O Conselho Nacional de Justiça tem uma ferramenta que demonstra a taxa de congestionamento dos Tribunais. A taxa de congestionamento, segundo o Conselho Nacional de Justiça (2019, p. 78) é o “indicador que mede o percentual de casos que permaneceram pendentes de solução ao final do ano-base, em relação ao que tramitou (soma dos pendentes e dos baixados)”. Estes índices são publicados anualmente no Relatório da Justiça em Números e revela um cenário preocupante: A Justiça Estadual apresenta taxa de congestionamento de 73,9%, enquanto na Justiça do Trabalho a taxa em questão é de 52,8%, e na Justiça Federal é de 69,6%. (CONSELHO NACIONAL DE JUSTIÇA, 2019, p. 95).

A taxa de congestionamento e o elevado número de demandas que são ajuizadas todos os dias comprometem a efetividade da jurisdição.

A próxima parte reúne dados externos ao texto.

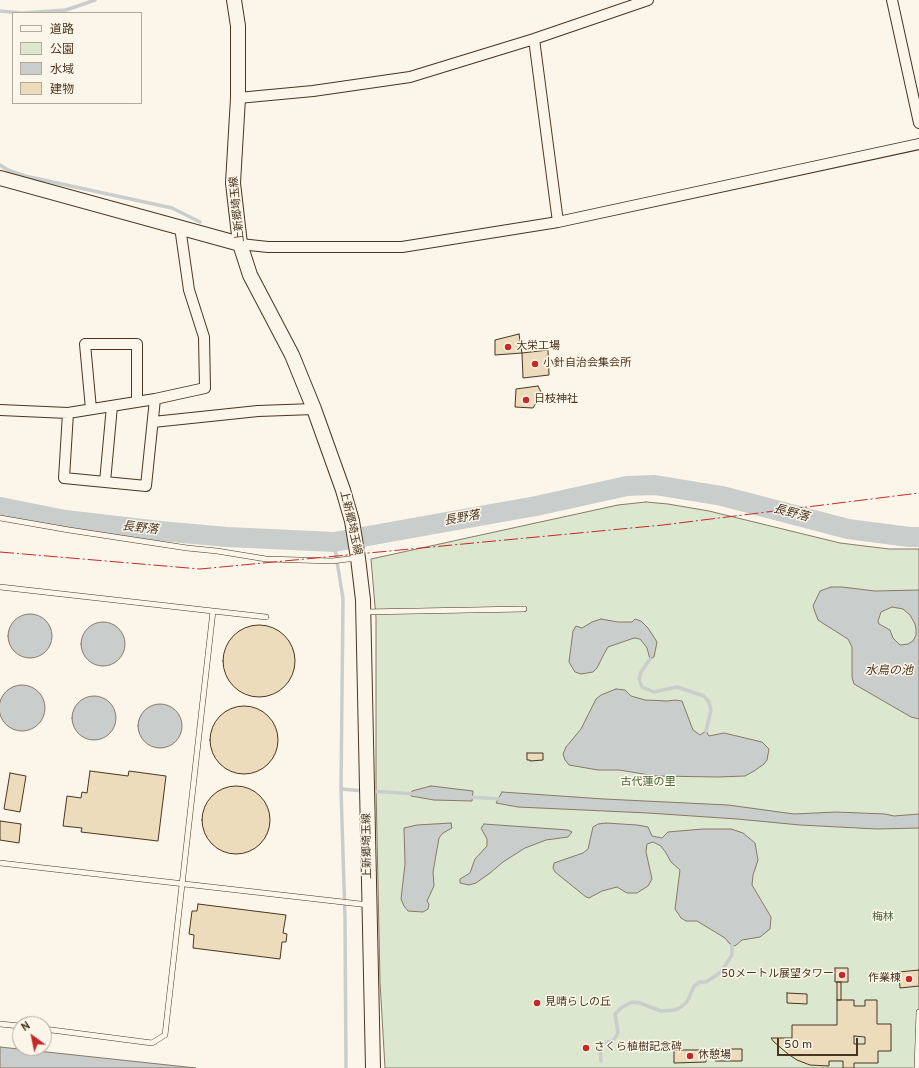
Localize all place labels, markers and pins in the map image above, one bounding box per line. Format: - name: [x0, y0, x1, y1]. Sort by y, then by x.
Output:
- place label: 大栄工場: [516, 340, 560, 354]
- marker: 大栄工場: [503, 342, 513, 352]
- place label: 小針自治会集会所: [543, 357, 631, 371]
- marker: 小針自治会集会所: [530, 359, 540, 369]
- place label: 日枝神社: [534, 393, 578, 407]
- marker: 日枝神社: [521, 395, 531, 405]
- place label: 50メートル展望タワー: [721, 968, 834, 982]
- marker: 50メートル展望タワー: [837, 970, 847, 980]
- place label: 作業棟: [868, 972, 901, 986]
- marker: 作業棟: [904, 974, 914, 984]
- place label: 見晴らしの丘: [545, 996, 611, 1010]
- marker: 見晴らしの丘: [532, 998, 542, 1008]
- place label: さくら植樹記念碑: [594, 1041, 682, 1055]
- marker: さくら植樹記念碑: [581, 1043, 591, 1053]
- place label: 休憩場: [698, 1049, 731, 1063]
- marker: 休憩場: [685, 1051, 695, 1061]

A justiça brasileira é, portanto, caracterizada como ineficiente, pois não dá conta do contingente de litígios pendentes. A estrutura do Poder Judiciário é incompatível com os litígios complexos do contexto socioeconômico contemporâneo, de modo que uma demanda que necessite de instrução mais aprofundada sofre pela lentidão da conclusão do processo judicial, uma das principais críticas da sociedade e, também, uma afronta ao princípio constitucional da razoável duração do processo.

Acesso à Justiça visa não só a acessibilidade ao Poder Judiciário, mas também que ele produza resultados que sejam individual e socialmente justos. (CAPPELLETTI; GARTH, 2002, p. 3).

Corolário do acesso à justiça, o artigo 5º, inciso XXXV, da Constituição Federal garante e inafastabilidade da jurisdição. Pode parecer redundância, mas na verdade o que o constituinte quis deixar claro é que na República Federativa do Brasil deve se proporcionar não só acesso formal ao Poder Judiciário, mas de qualidade, que proporcione tutela jurisdicional efetiva, tempestiva e adequada (WATANABE, 2017, p. 88).

Resta superada a ideia novecentista de que o acesso à justiça se satisfaz somente ao aspecto formal. Desde o advento dos direitos humanos e sociais, no século XX, inspirado pelos ideais de igualdade e fraternidade da Revolução Francesa e nas revoluções socialistas, mas, em especial na reconstrução jurídica dos países na confluência ideológica entre os modelos liberal e socialista (experimentados e refutados, pelos abusos de ambos), adotando-se um modelo de Estado Social, o Direito passou a ser compreendido como um direito fundamental de um sistema jurídico que visa a assegurar a liberdade, mas tendo no Estado o ente que assegura que a liberdade dos sujeitos não se torne instrumento de injustiças. Tal modelo de Estado Social, garantindo liberdade, mas atribuindo função social aos institutos do liberalismo, passa também por uma nova função do juiz, no processo civil, que desempenha uma dupla posição: é paritário no diálogo, porém hierárquico na decisão.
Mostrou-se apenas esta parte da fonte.